Mammography plays a central part in early detection of breast cancers because it can show changes in the breast up to two years before a patient or physician can feel them. The low-dose x-ray system used in most mammogram machines simply expose a small dose of ionizing radiation to the area of interest to produce pictures of the inside of the body. Current guidelines from the U.S. Department of Health and Human Services (HHS), the American Cancer Society (ACS), the American Medical Association (AMA) and the American College of Radiology (ACR) recommend screening mammography every year for women, beginning at age 40. Research has shown that annual mammograms lead to early detection of breast cancers, when they are most curable and breast-conservation therapies are available. The National Cancer Institute (NCI) adds that women who have had breast cancer and those who are at increased risk due to a genetic history of breast cancer should seek expert medical advice about whether they should begin screening before age 40 and about the frequency of screening.

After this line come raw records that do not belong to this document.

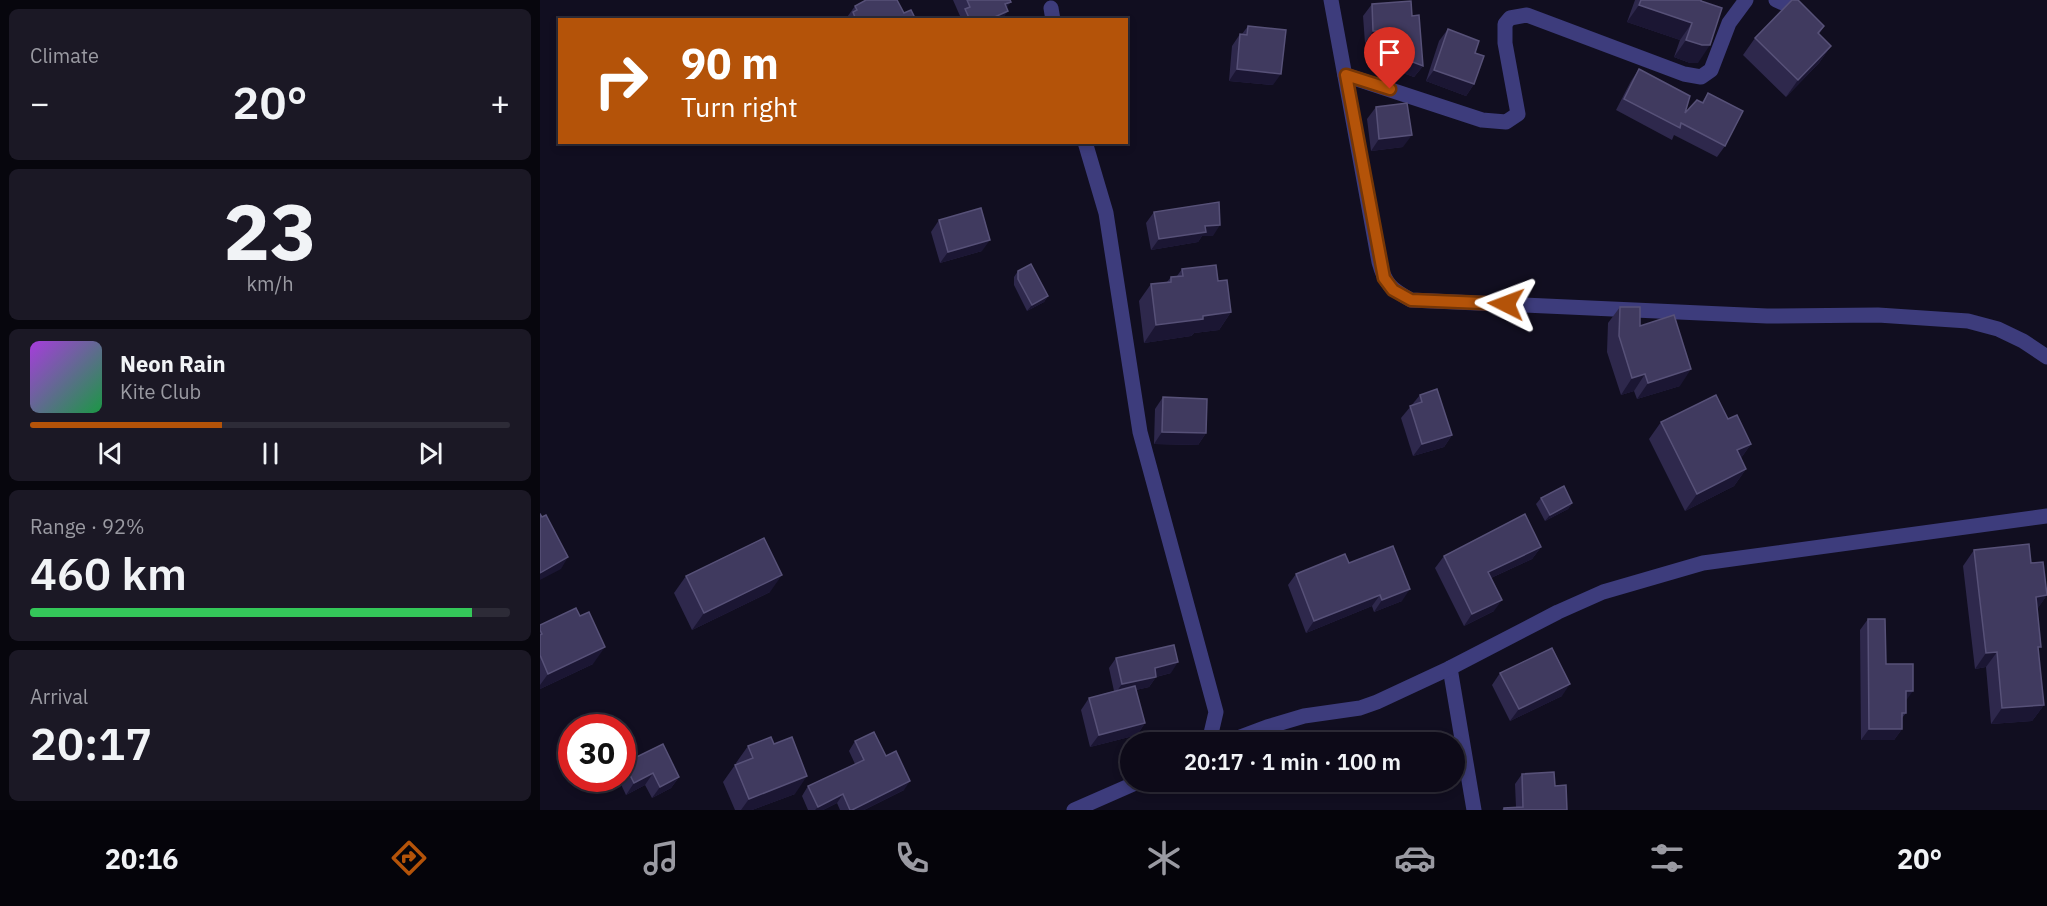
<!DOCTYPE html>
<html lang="en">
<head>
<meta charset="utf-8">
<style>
  :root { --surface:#0d0a18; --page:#1b1825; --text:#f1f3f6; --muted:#9a9aa2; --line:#2d2b37; --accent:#b45309 }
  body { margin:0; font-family:"IBM Plex Sans",sans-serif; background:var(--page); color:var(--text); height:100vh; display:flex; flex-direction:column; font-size:22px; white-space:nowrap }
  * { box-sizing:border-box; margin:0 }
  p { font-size:20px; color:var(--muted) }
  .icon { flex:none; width:33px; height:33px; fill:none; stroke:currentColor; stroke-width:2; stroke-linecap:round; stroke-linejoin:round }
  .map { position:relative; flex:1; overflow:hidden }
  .drawer { display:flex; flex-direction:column; gap:9px; padding:9px; background:#07060d; width:540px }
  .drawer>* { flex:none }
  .hud { position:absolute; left:18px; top:18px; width:570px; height:126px; border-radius:0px; box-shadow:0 3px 9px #0003,0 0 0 2px var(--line); background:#b45309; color:#fff; overflow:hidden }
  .speed { position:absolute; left:18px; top:714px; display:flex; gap:12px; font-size:30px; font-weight:700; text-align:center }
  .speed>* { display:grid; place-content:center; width:78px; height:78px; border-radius:50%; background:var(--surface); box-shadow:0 3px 9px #0003,0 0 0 2px var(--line); line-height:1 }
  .speed .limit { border:9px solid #d22; background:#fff; color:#111 }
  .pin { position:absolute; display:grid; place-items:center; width:51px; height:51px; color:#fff; margin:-62px -26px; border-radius:50% 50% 50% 0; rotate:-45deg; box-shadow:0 0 6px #0007 }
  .pin .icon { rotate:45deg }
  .me { position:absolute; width:66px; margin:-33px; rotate:273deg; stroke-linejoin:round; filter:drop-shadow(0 0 4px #0008) }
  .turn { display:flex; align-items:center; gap:21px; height:126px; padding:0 24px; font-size:27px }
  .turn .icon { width:78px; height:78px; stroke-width:2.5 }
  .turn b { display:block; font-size:42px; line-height:51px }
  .big { font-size:45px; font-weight:600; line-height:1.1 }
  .drawer .card { flex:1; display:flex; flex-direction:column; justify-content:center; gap:9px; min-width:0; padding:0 21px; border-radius:9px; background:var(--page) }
  .drawer .dial { align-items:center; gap:0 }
  .dial b { font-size:78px; line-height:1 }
  .song { display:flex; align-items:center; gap:18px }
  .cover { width:72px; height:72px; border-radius:9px; background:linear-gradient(135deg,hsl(280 70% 55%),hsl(140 70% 35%)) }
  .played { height:6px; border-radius:3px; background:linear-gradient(90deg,var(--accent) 40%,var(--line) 40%) }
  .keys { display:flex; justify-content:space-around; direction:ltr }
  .heat { display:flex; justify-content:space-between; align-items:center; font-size:33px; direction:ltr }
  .charge { height:9px; border-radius:4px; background:linear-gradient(90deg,#34c759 92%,var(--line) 0) }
  .trip { position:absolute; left:580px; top:732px; width:345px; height:60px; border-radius:30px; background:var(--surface); box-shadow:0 3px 9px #0003,0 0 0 2px var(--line); font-weight:600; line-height:60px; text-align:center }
  .tab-bar { display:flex; height:96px; justify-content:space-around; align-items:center; background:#05040a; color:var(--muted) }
  .tab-bar .icon { width:42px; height:42px }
  .tab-bar .on { color:var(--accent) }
  .tab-bar b { font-size:27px; color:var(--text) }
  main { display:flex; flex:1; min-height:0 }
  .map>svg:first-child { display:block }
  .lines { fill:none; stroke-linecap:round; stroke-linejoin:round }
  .minor { stroke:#3d3c7c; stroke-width:15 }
  .wall { fill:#2e284c }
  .shaded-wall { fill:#1b1633 }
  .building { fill:#403a5f; stroke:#575178; stroke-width:1.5 }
  .route-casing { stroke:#753606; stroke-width:15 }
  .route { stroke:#b45309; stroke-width:10 }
</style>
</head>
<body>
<main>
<section class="drawer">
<div class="card"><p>Climate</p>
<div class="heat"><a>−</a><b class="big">20°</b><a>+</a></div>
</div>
<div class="card dial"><b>23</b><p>km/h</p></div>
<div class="card">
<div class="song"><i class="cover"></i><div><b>Neon Rain</b><p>Kite Club</p></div></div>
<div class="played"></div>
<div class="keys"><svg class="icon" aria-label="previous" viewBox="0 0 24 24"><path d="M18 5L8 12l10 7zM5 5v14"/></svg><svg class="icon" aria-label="pause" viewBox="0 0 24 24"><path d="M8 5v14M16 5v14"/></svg><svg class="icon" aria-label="next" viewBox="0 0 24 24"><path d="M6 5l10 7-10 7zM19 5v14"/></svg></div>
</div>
<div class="card"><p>Range · 92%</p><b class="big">460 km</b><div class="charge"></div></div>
<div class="card"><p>Arrival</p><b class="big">20:17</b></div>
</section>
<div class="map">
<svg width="1507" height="810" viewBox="0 0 1507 810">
  <rect width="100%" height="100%" fill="#110e20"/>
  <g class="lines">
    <!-- minor -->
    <g class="minor">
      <path d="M791 0 839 262C845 284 851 289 871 300L1227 316 1338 315 1428 321 1458 329 1483 341 1507 357"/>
      <polyline points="1236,0 1254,8 1264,17"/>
      <polyline points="511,8 513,20"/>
      <polyline points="805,75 942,120 966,122 978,114 965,43 965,24 970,18 987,15 1144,74 1161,77 1171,70 1189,23 1206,0"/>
      <polyline points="545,142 566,213 600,432 676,712 669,742"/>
      <polyline points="910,668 934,810"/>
      <polyline points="687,742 727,727 764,716 820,708 837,702 910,668 1018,612 1063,592 1163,563 1507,516"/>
      <polyline points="534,810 598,782"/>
    </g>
  </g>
  <!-- wall -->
  <g class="wall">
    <polygon points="413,0 470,0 462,20 418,20 420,16"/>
    <polygon points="1095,0 1161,0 1158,63 1150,63 1134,57 1140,40 1087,22"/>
    <polygon points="832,4 872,16 883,66 874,77 832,62 831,43 825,43 823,16"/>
    <polygon points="315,6 364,13 376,20 305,20"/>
    <polygon points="708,26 733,85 689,81 692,46 700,34 702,34"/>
    <polygon points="1284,26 1279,34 1291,46 1279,63 1246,97 1203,55 1215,38"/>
    <polygon points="908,29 935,53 934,84 926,96 886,81 899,41"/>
    <polygon points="1099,69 1145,113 1162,102 1168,93 1185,146 1177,157 1134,135 1132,140 1076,110 1091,81"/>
    <polygon points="836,107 863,147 831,151 827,119"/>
    <polygon points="614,212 673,236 662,236 658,242 611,250 606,223"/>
    <polygon points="399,220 442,251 400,263 391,232"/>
    <polygon points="642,269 678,281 691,312 679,330 654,333 651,336 604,343 599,301 611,284 627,282 631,277 637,276"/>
    <polygon points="478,271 508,296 504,302 487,311 474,285 474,277"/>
    <polygon points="1080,307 1100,326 1140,386 1097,399 1094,391 1081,395 1067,352 1068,323"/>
    <polygon points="880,395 912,435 904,447 873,456 861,418"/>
    <polygon points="623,397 666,433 658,445 614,444 615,409"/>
    <polygon points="1188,419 1211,444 1201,458 1206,469 1194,486 1145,511 1109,439 1121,422"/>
    <polygon points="1001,498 1032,503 1028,509 1005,521 996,504"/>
    <polygon points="1001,547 992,559 951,578 954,611 924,626 895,568 904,556"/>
    <polygon points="1434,550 1491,563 1507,595 1497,609 1498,651 1504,705 1492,721 1451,724 1446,667 1435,669 1423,566"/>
    <polygon points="809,563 862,601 834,612 832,606 766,633 748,585 756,574"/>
    <polygon points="146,576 230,592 152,630 134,593"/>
    <polygon points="40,616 53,664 0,689 0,625"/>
    <polygon points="1328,619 1346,664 1366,701 1366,713 1362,718 1362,729 1354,740 1321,740 1320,630"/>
    <polygon points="576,658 631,673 616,677 609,687 596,690 605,723 597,735 550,747 541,710 549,698 574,691 569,668"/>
    <polygon points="960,673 1022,696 970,721 952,685"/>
    <polygon points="315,741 346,756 364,790 324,810 300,810 297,803 283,810 268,810 262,796 268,786 315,764 309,751"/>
    <polygon points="208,746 255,794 212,810 195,810 183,782 195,765 197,764 196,763"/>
    <polygon points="84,763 139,777 131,788 112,798 105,785 86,795 78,778 82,778 82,765"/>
    <polygon points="982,774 1015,786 1027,810 962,810 964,808 976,807 975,784"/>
  </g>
  <!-- shaded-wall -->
  <g class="shaded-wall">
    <polygon points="471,2 463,13 468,11 462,20 448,20 465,4"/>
    <polygon points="1099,5 1152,23 1140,40 1087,22"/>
    <polygon points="833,31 839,31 831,43 825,43"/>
    <polygon points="1146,40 1170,45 1158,63 1150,63 1134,57"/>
    <polygon points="1291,46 1279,63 1246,97 1258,80"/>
    <polygon points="841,50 883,66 874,77 832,62"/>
    <polygon points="697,69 741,74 733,85 689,81"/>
    <polygon points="894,70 934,84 926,96 886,81"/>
    <polygon points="872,135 863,147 831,151 839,139"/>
    <polygon points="680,225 673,236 662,236 658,242 611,250 619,239 665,226"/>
    <polygon points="450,240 442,251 400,263 408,252"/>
    <polygon points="508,296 504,302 487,311 492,305"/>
    <polygon points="691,312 679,330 654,333 651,336 604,343 616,325 663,316"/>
    <polygon points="1151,369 1140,386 1097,399 1108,383"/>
    <polygon points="1105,374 1094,391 1081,395 1092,378"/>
    <polygon points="622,432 666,433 658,445 614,444"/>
    <polygon points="912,435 904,447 873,456 882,444"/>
    <polygon points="1211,444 1199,461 1197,450"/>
    <polygon points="1206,469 1194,486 1145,511 1157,494"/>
    <polygon points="1032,503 1028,509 1005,521 1010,515"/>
    <polygon points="1001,547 992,559 940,583 948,572"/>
    <polygon points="28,557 21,569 0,580 0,573"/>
    <polygon points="242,575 230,592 152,630 164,613"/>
    <polygon points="870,589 862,601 834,612 842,600"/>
    <polygon points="840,595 832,606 766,633 774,621"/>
    <polygon points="1507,595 1496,611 1496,597"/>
    <polygon points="962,600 954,611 924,626 932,614"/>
    <polygon points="65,647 53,664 0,689 0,685 8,674"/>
    <polygon points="1457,652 1446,667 1435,669 1446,653"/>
    <polygon points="638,662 631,673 607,679 615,668"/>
    <polygon points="616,677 609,687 574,695 582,684"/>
    <polygon points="1030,684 1022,696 970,721 979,709"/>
    <polygon points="1366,691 1373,691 1365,702"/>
    <polygon points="1504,705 1492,721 1451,724 1462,708"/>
    <polygon points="605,723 597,735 550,747 559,735"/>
    <polygon points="1329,729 1362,729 1354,740 1321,740"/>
    <polygon points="113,773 105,785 86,795 94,783"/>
    <polygon points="267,776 255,794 212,810 201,810 209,799"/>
    <polygon points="139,777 131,788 112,798 120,787"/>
    <polygon points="370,781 364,790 324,810 312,810"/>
    <polygon points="303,794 297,803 283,810 275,810 278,807"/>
  </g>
  <!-- building -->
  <g class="building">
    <polygon points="326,0 357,0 364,13 371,10 376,20 316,20 313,12 317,10 315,6"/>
    <polygon points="427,0 470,0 471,2 465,4 468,11 448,20 430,20 425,9 430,7"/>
    <polygon points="1101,0 1161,0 1161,1 1182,8 1170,45 1162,45 1146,40 1152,23 1099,5"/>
    <polygon points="1252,0 1258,0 1284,26 1278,33 1291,46 1258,80 1215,38"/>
    <polygon points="871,1 872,16 879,15 883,66 841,50 839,31 833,31 832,4"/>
    <polygon points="708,26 746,30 741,74 697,69 700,34 707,35"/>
    <polygon points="908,29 939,41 935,53 944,56 934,84 894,70"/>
    <polygon points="1099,69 1150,96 1145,113 1157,100 1163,103 1168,93 1203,111 1185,146 1141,123 1140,128 1084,99"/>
    <polygon points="867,103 872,135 839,139 836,107"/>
    <polygon points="679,202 680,225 665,226 666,232 619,239 614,212"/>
    <polygon points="441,208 450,240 408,252 399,220"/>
    <polygon points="491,264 508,296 492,305 478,279 478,271"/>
    <polygon points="676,265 678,281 687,280 691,312 663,316 663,319 616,325 611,284 631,282 631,277 643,276 642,269"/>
    <polygon points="1080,307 1100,307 1100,326 1134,315 1151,369 1108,383 1105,374 1092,378 1079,336"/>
    <polygon points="897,389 912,435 882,444 870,406 882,402 880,395"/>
    <polygon points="1176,395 1188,419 1197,415 1211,444 1197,450 1206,469 1157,494 1121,422"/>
    <polygon points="623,397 667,399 666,433 622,432"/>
    <polygon points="1024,486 1032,503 1010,515 1001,498"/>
    <polygon points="0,514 2,517 6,515 28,557 0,573"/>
    <polygon points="985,514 1001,547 948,572 962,600 932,614 904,556"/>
    <polygon points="224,538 242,575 164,613 146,576"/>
    <polygon points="1489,544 1491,563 1503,562 1507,595 1496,597 1501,647 1498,647 1504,705 1462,708 1457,652 1446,653 1434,550"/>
    <polygon points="853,546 870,589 842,600 840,595 774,621 756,574 805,554 809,563"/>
    <polygon points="36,608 40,616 49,612 65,647 8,674 0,655 0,635 2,634 0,630 0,625"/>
    <polygon points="1328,619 1345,619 1346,664 1373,664 1373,691 1366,691 1366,713 1362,713 1362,729 1329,729"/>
    <polygon points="634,645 638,662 615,668 616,677 582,684 576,658"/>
    <polygon points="1012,648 1030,684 979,709 960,673"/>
    <polygon points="595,686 605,723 559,735 549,698"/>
    <polygon points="334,732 346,756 356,751 370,781 312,810 310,810 303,794 278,807 268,786 324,760 315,741"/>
    <polygon points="231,737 234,744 252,737 267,776 209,799 195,765 213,758 208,746"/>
    <polygon points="123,744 139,777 120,787 113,773 94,783 84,763"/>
    <polygon points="1014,772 1015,786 1026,785 1027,810 964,810 964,808 983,807 982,774"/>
  </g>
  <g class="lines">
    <defs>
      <polyline id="route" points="850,89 806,75 844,278 853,290 871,300 966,304"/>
    </defs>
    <!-- route casing -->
    <use href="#route" class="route-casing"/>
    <!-- route -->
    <use href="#route" class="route"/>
  </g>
</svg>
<div class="speed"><div class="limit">30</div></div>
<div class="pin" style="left:850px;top:89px;background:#d93025"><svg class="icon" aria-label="arrive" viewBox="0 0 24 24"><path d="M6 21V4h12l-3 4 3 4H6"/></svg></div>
<svg class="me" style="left:966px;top:304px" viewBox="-20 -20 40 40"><path d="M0-17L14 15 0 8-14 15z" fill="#b45309" stroke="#fff" stroke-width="4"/></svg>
<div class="trip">20:17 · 1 min · 100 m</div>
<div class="hud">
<div class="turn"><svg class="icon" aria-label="right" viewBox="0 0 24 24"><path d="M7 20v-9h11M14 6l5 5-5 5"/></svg><div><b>90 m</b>Turn right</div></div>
</div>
</div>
</main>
<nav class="tab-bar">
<b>20:16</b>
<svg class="icon on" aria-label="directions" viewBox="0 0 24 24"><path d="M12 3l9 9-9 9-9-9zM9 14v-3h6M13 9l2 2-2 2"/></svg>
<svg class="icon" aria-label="music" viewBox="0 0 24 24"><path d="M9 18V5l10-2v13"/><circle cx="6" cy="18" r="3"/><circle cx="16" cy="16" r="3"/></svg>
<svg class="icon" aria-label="phone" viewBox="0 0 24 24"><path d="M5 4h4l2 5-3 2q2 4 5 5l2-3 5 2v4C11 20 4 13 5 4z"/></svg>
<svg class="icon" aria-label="climate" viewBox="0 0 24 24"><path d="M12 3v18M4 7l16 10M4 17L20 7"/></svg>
<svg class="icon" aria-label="car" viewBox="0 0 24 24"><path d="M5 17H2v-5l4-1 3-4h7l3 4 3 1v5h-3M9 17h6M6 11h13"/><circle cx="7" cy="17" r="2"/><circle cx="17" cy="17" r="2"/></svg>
<svg class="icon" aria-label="filters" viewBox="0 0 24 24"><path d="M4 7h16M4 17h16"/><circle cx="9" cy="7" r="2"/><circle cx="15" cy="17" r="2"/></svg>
<b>20°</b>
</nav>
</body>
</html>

Mammography Patient Preparation

Inform your doctor or technologist if there is any possibility that you are pregnant. Mammograms can be harmful to your fetus and cause birth defects. It is recommended that you schedule a mammogram one week following your period. Guidelines about eating and drinking before a mammogram vary at different facilities. Unless you are told otherwise, you may follow your regular daily routine and take medications as usual. Do not wear any deodorant, talcum power or lotions under your arms or on your breasts the day of the exam. These can appear on the mammogram as calcium spots. Prior to your exam, discuss any new findings or problems in your breasts with your doctor. Inform your doctor of any prior surgeries, hormone use, and family or personal history of breast cancer. If possible, obtain prior mammograms and make them available to the radiologist at the time of the current exam.

What to expect during and after a Mammogram

The overall preparation and mammogram examination should take approximately 30 minutes. Prior to the procedure, describe any breast symptoms or problems to the technologist performing the exam. If areas are noted then a special adhesive marker will be placed at the location of the areas prior to the procedure. At the time of the procedure you will be asked to remove any clothing, jewelry, or other objects that might interfere with the procedure. You will also be asked to remove your clothing from your waist up and then given a hospital gown to wear. For the procedure, you will stand in front of a mammography machine. One breast at a time will be placed on the x-ray plate. Compression on the breast is required in order to minimize the amount of radiation used and to ensure optimal visualization of the breast tissue. You may feel some discomfort during this time. During the procedure, you will be asked to stay very still and may even be asked to hold your breath for a few seconds while the x-ray picture is taken to reduce the possibility of a blurred image. To take the actual x-ray picture, the technologist will walk behind a wall or into the next room to activate the x-ray machine. Multiple pictures will most likely be taking of each breast. Once the procedure is complete, you will be asked to wait until the technologist determines that the images are of high enough quality for the radiologist to read. Once cleared, ask your doctor or technician when your results will be ready.